Um Domingo De Manhã...
Maria Celeste, um domingo de manhã, na
hora da comunhão. Apenas acabara de receber a Santa hóstia, Nosso Senhor se
mostrou a ela...Isso durou várias horas... O Senhor lhe diz: "Quero ser
seu guia, quero conduzir você; a ninguém procure fora de mim"(L, cap. III).
Um
domingo de manhã... Costumeiramente, Maria Celeste fala de sua comunhão
diária sem dizer o dia, o mês ou o ano. Não é a data o importante para ela, mas
o mistério eucarístico. Entretanto, esta é a única vez em sua autobiografia que
ela diz ser precisamente um domingo. Domingo, dia do Senhor. Ou seja, o dia da
eucaristia em sua plenitude. Não nos esqueçamos que lá nas origens a festa da
Páscoa era celebrada a cada domingo. Ela só se tornou uma solenidade anual a
partir da metade do segundo século. Compreende-se assim porque Maria Celeste
está atenta a esse detalhe, pois que o Senhor a ela se apresenta como o guia,
aquele que lhe abre passagem, a Páscoa para uma terra de liberdade, em sua
morte e ressurreição. Cada eucaristia celebra essa Páscoa. Especialmente a do
domingo. ela está convencida disso.
Quero
ser seu guia... precisou Jesus. Ora, nessa época, muitos confessores ou
diretores de consciência aceitavam que seus penitentes fizessem o voto de lhes
obedecer, e até- este foi o caso de Dom Falcoia com Maria Celeste- chegavam a
exigir isso deles. Conscientemente, Maria Celeste se recusou. Esse foi um,
aliás, entre os motivos que, em 1733, determinaram sua expulsão do mosteiro de
Scala. Ela não tinha senão um verdadeiro guia: o Cristo que lhe falava ao
coração desde a infância:
Ela era ainda uma menina por volta de
seus cinco ou seis anos, quando o Senhor começou a lhe dar conhecimento passivo
de sua natureza divina, mas de maneira tão doce que a menina teve vontade de
lhe devotar todo o seu amor e seu serviço (L, cap. I).

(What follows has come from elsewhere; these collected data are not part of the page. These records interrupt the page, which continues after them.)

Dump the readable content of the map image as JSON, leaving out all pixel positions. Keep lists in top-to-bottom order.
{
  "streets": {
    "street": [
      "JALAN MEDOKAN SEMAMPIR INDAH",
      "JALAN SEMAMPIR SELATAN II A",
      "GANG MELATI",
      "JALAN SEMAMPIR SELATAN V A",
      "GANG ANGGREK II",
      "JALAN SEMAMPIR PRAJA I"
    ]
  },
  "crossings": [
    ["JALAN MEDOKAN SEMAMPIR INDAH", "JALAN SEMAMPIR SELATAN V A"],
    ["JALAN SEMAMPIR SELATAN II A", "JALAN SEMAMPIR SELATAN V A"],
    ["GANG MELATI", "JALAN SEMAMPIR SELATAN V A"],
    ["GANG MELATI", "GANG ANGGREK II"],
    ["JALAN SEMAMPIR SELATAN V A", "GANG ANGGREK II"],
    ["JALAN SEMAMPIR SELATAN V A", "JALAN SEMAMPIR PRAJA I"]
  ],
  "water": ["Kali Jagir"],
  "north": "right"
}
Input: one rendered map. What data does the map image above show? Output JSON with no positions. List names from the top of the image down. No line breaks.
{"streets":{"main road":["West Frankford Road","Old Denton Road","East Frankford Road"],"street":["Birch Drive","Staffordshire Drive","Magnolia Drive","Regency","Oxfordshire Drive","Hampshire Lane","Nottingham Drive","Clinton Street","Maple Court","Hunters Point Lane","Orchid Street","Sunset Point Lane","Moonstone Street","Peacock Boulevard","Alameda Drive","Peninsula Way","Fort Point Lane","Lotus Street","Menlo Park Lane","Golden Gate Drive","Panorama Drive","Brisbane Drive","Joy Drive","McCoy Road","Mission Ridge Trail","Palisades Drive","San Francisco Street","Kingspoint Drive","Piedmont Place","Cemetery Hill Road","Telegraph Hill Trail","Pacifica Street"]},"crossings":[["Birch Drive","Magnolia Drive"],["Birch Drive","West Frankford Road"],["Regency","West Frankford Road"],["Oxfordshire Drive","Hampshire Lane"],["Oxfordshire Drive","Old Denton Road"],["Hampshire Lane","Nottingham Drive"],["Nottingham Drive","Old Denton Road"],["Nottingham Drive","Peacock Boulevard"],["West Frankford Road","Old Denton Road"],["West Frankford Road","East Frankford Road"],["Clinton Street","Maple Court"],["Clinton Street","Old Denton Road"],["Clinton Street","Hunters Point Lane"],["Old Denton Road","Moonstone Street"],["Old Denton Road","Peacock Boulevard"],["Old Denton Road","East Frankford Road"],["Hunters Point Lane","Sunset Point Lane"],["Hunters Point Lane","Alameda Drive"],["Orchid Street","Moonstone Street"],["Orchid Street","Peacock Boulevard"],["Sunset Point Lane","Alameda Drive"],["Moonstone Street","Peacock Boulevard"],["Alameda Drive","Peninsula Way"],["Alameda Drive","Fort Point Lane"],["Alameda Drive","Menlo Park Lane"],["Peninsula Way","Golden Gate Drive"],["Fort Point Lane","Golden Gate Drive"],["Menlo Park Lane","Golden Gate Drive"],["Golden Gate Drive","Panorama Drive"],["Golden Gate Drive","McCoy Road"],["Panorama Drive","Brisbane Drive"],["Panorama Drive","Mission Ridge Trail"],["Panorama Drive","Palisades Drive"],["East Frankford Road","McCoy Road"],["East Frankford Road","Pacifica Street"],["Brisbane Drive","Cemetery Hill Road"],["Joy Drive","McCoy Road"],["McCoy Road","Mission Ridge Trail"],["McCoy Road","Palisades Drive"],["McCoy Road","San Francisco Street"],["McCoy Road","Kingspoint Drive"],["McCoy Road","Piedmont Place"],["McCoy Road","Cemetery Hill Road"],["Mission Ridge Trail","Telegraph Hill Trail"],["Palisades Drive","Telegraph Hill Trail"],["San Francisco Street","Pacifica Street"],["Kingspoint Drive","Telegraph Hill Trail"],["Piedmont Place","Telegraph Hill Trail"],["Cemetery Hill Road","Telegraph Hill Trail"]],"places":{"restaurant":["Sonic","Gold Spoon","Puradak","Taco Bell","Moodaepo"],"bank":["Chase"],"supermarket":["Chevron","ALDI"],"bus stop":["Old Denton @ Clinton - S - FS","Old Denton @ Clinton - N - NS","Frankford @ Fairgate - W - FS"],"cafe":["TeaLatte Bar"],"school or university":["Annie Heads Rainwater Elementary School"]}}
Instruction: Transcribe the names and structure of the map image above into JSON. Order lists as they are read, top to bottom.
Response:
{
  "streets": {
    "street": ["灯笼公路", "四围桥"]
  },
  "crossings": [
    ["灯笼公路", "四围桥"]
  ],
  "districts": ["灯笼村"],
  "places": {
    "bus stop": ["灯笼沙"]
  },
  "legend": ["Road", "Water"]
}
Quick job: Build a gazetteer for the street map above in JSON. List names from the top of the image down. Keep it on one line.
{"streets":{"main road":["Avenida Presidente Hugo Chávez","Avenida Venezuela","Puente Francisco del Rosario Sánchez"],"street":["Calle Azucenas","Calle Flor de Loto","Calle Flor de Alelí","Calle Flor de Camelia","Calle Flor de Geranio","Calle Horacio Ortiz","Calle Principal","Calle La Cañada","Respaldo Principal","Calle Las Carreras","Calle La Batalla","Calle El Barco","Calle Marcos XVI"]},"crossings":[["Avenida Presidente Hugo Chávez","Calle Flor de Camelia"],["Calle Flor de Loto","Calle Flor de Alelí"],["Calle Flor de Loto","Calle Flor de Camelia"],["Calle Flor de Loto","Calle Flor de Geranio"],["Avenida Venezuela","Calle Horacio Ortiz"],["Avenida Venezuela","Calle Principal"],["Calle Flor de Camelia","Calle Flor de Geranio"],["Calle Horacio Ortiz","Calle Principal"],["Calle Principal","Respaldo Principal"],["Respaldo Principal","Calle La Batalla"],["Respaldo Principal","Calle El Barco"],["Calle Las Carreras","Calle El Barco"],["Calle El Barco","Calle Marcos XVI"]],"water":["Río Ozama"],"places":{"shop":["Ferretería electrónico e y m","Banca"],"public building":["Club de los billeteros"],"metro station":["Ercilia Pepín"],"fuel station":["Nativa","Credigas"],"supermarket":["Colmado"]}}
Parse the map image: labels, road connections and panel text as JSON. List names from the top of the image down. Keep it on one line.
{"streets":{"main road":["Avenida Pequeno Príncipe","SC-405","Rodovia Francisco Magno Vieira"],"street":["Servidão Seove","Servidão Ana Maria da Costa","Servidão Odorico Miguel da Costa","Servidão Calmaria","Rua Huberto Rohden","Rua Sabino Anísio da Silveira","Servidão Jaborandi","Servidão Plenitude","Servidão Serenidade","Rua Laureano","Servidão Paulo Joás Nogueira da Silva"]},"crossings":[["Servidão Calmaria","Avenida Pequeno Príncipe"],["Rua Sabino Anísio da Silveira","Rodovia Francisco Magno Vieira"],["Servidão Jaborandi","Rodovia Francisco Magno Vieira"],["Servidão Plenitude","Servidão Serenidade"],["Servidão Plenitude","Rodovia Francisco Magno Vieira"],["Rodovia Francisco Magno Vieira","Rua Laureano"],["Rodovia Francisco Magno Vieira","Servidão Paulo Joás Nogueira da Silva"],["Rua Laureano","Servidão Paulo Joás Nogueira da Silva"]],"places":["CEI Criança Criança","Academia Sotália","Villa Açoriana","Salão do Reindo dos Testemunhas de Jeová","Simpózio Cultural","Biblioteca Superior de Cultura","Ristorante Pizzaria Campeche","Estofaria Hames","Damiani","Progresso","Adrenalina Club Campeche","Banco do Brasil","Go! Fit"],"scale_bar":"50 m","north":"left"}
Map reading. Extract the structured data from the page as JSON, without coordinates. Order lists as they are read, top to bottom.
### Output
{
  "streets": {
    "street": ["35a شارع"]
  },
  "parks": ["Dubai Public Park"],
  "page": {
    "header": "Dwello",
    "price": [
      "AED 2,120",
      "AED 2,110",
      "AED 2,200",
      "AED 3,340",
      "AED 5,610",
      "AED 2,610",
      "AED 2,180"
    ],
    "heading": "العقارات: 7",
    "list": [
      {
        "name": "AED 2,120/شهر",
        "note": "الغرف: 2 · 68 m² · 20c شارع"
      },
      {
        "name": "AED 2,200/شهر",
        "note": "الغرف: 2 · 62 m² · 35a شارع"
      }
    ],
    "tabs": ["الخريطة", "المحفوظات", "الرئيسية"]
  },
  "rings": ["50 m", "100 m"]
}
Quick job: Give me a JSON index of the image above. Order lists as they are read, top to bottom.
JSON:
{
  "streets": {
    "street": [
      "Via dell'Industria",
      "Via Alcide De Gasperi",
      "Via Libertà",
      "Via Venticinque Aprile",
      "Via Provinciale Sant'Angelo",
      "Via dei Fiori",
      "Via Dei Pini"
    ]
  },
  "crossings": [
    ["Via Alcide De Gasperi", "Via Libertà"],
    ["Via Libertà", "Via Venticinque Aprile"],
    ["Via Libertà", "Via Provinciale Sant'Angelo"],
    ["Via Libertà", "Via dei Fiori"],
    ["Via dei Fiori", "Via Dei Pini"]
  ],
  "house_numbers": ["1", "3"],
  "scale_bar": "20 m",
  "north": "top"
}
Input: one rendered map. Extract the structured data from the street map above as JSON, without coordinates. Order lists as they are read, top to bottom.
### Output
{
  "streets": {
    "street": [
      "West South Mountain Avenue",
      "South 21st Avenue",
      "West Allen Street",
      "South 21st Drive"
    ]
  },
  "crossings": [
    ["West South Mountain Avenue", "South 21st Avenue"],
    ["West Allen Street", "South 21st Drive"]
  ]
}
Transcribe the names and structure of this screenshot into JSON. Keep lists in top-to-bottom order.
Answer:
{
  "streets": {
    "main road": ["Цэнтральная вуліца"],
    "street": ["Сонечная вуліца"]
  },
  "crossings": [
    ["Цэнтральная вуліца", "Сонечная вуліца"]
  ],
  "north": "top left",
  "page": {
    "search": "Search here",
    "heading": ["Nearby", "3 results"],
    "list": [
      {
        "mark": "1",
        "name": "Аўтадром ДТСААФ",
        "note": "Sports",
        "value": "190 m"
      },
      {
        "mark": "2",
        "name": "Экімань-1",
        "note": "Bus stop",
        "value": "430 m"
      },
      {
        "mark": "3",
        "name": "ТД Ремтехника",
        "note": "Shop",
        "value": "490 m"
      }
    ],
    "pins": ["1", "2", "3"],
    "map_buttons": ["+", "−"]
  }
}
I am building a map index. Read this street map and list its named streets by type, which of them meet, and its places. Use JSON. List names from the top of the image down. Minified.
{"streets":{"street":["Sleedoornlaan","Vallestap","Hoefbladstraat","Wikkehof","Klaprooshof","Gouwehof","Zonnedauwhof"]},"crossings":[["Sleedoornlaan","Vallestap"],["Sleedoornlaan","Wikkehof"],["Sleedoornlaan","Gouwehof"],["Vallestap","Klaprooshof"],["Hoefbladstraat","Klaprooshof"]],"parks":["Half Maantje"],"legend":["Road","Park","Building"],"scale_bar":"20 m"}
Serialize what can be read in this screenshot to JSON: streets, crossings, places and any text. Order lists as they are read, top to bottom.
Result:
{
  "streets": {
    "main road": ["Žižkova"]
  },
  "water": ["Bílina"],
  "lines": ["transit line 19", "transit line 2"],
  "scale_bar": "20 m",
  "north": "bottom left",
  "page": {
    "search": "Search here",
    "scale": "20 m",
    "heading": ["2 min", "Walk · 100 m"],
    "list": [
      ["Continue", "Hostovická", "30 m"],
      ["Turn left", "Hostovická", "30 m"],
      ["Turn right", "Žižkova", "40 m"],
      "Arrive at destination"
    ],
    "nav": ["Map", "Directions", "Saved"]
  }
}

Em sua autobiografia, Maria Celeste
recorda como o senhor insiste nessa formação espiritual, quando ela se torna
mestra de noviças no Carmelo de Marigliano:
Nessa época, o Senhor... Iluminou
minha inteligência para me instruir sobre verdades da fé... Atraindo-me para
ele, fazia-me ver como ele viveu e como
é a vida de uma alma santa. em íntima união de amor comigo, Jesus comunicava-me
por sua graça um gozo antecipado da vida eterna, fazendo-me entender estas suas
palavras no Evangelho: "Eu sou o caminho, a verdade e a vida". E
estas: "Ninguém vai ao Pai senão por mim". Ele me mostrava a obra
maravilhosa da união divina com a natureza humana, união tornada possível à
alma pelo Espírito Santo e pelos frutos das boas obras. Tudo isso nos foi
merecido pela vida santíssima que ele viveu na terra, quando aqui habitou (L,
cap. XV).
Maria Celeste centra sua oração na meditação do Evangelho,
principalmente nos textos de João e nas cartas de Paulo. Ela comentará esses
textos para suas irmãs, em seus escritos e nos retiros que pregará. Para a
época, não faltava audácia nisso.
Maria Celeste prega o Evangelho, mas
sobretudo ela o vive, não obstante as provocações que se abatem sobre ela e
sobre o projeto do novo Instituto. Poucos dias antes de ser expulsa do mosteiro
de Scala, assim escreve em uma de suas cartas:
Meu espírito está em paz e nada teme,
caminhando segundo o Santo Evangelho e sobre as pegadas de meu amantíssimo
Jesus (S, p. 38, lettre à son confesseur, 20 avril 1733).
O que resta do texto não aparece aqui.